Movie review: Killing Them Softly
December 6, 2012
I like mob movies, all kinds of mob movies. Everything from The Departed (2006) to Scarface (1983), all the way back to The Big Sleep (1946). Killing Them Softly is not like those movies. It doesn’t have the heavy drip of drama or the pretty, deadly girl. As a matter of fact, I think Brad Pitt takes the longest hair award. Oh, wait, no. There’s a hooker, but she’s not threatening or that pretty or even relevant to the story.
The story, such as it is, follows the fallout of some idiot flunkies knocking over a mafia-run card game. Jackie Cogan (Pitt) is called in by the mysterious Dillon to dispose of the men who took the mob money. Cogan feels like he needs an additional hit man, Mickey (James Gandolfini), called in to help keep things clean because Cogan knows one of the targets.
The closest thing to a problem in Killing Them Softly arises when Cogan realizes his buddy Mickey is too drunk and spent to do anything requiring eyesight. The resolution? Cogan takes care of business himself.
There is no internal conflict within the characters. Zero. No second thoughts and no outward emotions, except of course the tears on the face of the guy getting his gizzard beat out. He’s upset. Otherwise it’s like watching a machine work. Pitt does a piercing job of being heartless. He is, once or twice, funny, which is a nice reprieve from the gloom of it all. Everyone else is one-note. Even James Gandolfini, usually pretty magnetic and compelling, makes you want to wash your hands of his misery and self-loathing. It is depressing.
The overreaching concept that hammers Killing Them Softly into an almost intolerable mess is the constant reel of the 2008 election audio and imagery. The director/writer, New Zealander Andrew Dominik, obviously does not care much for American politics and didn’t like the financial catastrophe that occurred around that time. Then again, who enjoys watching their retirement wash away almost overnight?

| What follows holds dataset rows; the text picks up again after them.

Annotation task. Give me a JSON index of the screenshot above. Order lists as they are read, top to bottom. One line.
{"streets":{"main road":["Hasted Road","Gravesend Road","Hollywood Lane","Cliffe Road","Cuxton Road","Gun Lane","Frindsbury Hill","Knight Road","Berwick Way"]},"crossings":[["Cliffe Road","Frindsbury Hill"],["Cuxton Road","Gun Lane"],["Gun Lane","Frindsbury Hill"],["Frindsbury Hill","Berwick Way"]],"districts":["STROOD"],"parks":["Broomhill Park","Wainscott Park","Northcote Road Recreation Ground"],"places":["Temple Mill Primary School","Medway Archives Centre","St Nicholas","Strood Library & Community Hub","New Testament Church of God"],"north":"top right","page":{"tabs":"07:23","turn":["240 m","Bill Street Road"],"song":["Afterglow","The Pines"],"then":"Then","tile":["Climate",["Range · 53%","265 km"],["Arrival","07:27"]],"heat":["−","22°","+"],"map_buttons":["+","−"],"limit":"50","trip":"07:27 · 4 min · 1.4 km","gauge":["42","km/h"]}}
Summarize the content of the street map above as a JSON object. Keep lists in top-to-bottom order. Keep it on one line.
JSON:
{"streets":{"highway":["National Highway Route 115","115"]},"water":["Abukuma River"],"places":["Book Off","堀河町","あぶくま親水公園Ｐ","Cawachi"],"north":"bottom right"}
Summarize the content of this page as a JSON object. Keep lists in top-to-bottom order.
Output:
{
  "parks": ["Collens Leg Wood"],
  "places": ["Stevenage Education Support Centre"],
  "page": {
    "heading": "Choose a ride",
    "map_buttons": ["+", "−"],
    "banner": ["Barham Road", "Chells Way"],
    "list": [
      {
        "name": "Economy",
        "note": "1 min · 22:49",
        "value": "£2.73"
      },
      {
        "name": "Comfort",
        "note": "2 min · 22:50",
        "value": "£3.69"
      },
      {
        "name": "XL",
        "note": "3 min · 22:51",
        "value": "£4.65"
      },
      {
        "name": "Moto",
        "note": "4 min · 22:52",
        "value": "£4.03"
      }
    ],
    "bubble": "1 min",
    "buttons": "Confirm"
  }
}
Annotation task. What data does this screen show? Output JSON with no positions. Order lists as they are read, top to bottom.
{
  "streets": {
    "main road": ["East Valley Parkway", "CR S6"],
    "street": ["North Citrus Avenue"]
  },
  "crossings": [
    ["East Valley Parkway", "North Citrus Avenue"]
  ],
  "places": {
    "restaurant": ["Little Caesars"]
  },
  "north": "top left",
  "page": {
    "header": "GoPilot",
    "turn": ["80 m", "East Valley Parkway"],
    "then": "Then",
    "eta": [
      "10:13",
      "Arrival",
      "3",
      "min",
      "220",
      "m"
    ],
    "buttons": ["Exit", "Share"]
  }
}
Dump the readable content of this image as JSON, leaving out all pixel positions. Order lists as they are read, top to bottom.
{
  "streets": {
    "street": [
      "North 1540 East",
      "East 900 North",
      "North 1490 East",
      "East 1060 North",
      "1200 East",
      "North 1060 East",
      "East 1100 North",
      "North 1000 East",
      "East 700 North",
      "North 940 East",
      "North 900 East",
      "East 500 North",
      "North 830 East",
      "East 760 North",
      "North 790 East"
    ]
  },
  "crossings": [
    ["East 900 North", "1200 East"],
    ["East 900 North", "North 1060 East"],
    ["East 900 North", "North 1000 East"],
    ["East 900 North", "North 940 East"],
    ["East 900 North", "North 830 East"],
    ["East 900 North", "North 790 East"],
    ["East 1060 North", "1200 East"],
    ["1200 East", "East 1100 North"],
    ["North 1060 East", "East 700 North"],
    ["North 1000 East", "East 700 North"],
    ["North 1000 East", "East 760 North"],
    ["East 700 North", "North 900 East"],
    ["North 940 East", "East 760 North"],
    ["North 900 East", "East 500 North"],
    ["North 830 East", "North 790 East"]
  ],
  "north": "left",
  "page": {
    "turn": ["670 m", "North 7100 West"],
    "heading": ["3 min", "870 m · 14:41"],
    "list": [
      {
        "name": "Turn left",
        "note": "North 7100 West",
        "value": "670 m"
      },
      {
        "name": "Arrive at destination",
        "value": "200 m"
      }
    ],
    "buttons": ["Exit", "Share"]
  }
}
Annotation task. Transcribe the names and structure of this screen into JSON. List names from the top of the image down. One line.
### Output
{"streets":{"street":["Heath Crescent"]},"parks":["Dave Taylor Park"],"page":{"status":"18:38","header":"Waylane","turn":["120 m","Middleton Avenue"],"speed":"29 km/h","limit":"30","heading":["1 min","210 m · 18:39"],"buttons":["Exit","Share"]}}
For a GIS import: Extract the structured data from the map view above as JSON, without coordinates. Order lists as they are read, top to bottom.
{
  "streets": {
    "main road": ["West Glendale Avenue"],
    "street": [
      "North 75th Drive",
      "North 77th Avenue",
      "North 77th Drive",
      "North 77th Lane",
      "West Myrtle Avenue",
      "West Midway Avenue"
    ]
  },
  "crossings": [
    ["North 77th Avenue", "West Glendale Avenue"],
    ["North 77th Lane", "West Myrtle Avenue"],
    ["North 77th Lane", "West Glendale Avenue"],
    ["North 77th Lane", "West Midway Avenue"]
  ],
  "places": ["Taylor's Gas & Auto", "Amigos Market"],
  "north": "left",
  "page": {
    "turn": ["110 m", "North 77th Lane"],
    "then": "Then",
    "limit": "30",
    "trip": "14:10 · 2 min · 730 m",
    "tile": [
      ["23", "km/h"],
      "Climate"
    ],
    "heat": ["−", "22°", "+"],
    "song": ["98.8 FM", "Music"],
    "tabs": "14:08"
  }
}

As the financial bubble did burst, who wants to be reminded about it while watching what had appeared to be a gangster flick?
I have read around that only ‘intellectuals’ will get this movie. Anyone with ears and a bank account can ‘get’ this movie. I believe Killing Them Softly started as a high concept film that evaporated and left us with a condensed, gummy mess of a commentary that strangled the mob movie.
What I am saying is please save your dollar bills for a nice bottle of wine or perhaps a gourmet treat. Killing Them Softly does nothing so nice for the audience.